Stout RL. J. Stud. Alcohol 2000; 61(3): 455-461.

Affiliation

Decision Sciences Institute, Providence, Rhode Island 02906, USA.

Copyright

(Copyright © 2000, Rutgers Center of Alcohol Studies)

DOI

unavailable

PMID

10807219

Abstract

OBJECTIVE: The phrase "drinking episode" is used informally in many ways. However, a scientific understanding of the factors affecting the length of drinking episodes and the way treatment components affect these episodes requires rigorous operational definitions, supported by evidence for the appropriateness of these definitions. METHOD: Daily drinking data from two studies (Project MATCH and BETA) involving a total of 1,955 subjects are examined by survival analysis methods to determine the prognostic significance of different durations of postdrinking abstinence. The dependent measures are "time to next drink" and "time to heavy drinking." RESULTS: Curves relating postdrinking abstinence to subsequent drinking indicate that 1 day of abstinence has little prognostic significance. As the duration of abstinence increases from 1 up to 60 days, longer abstinence has a decelerating but still positive association with time to subsequent drinking/heavy drinking. There is no apparent threshold point beyond which further abstinence has no further effect. Inflections in the curves suggest, however, that intervals of 1, 2 or 4 weeks of continuous abstinence may be important milestones.
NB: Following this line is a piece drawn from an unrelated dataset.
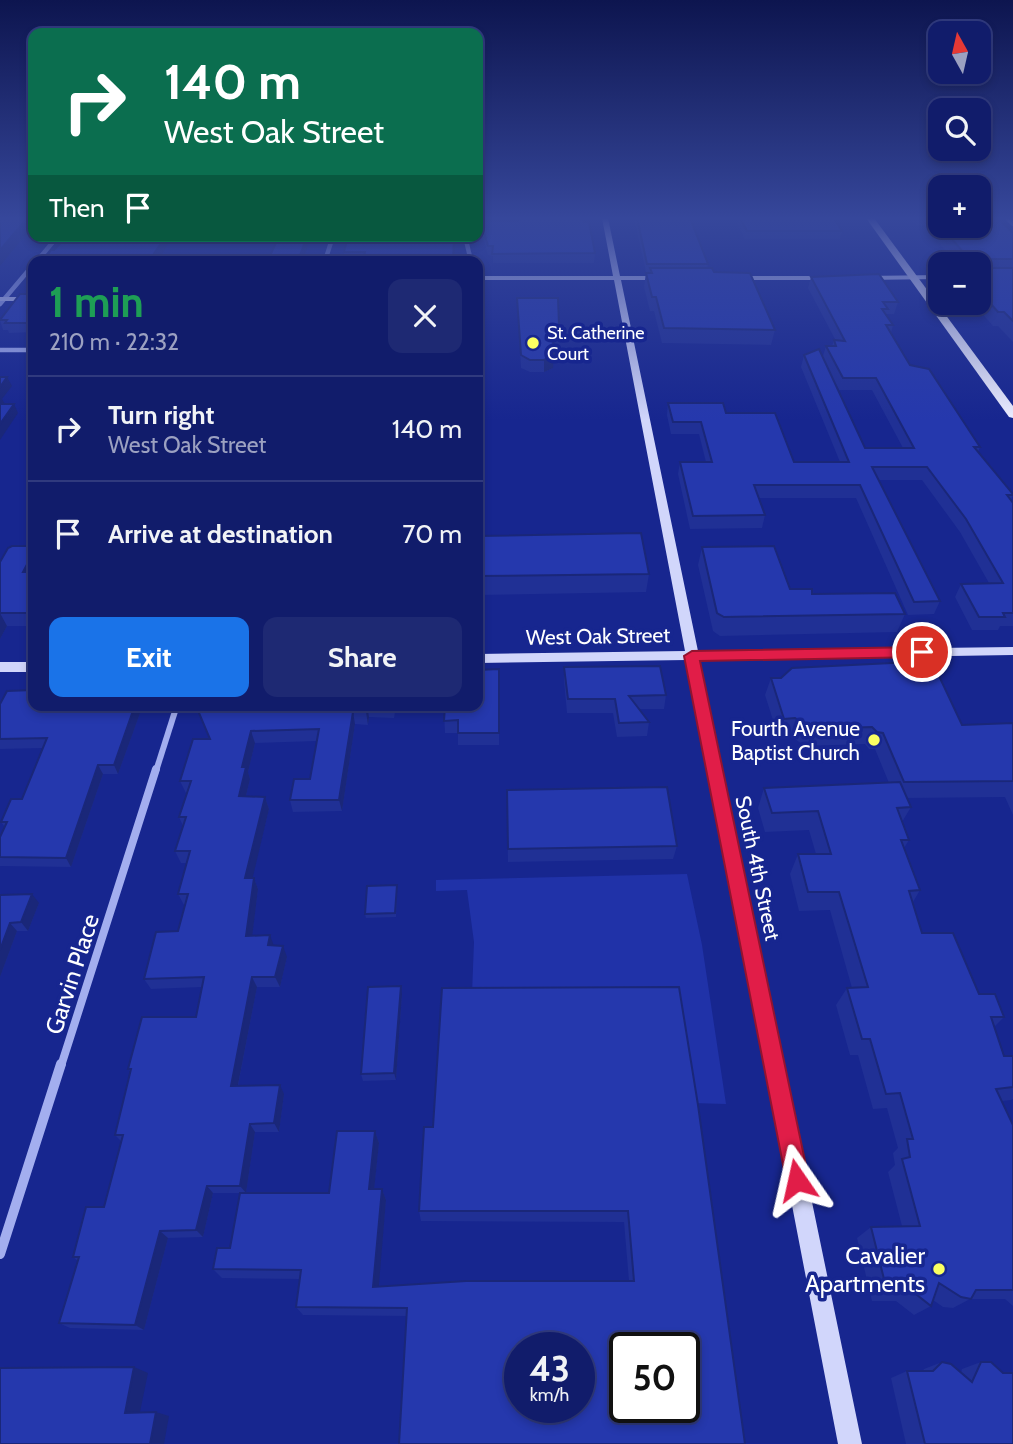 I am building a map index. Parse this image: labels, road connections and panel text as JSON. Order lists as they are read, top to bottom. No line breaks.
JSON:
{"streets":{"main road":["West Oak Street","South 4th Street"],"street":["Garvin Place"]},"crossings":[["West Oak Street","South 4th Street"]],"places":["St. Catherine Court","Fourth Avenue Baptist Church","Cavalier Apartments"],"north":"top","page":{"map_buttons":["+","−"],"turn":["140 m","West Oak Street"],"then":"Then","heading":["1 min","210 m · 22:32"],"list":[{"name":"Turn right","note":"West Oak Street","value":"140 m"},{"name":"Arrive at destination","value":"70 m"}],"buttons":["Exit","Share"],"speed":"43 km/h","limit":"50"}}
These general patterns seem to hold up across samples despite significant quantitative differences across studies. CONCLUSIONS: These results suggest that two different definitions of "drinking episode" may be useful in examining treatment effects on drinking behavior. These analyses help to provide a foundation for further quantitative research on treatment effects on addictive behaviors over time.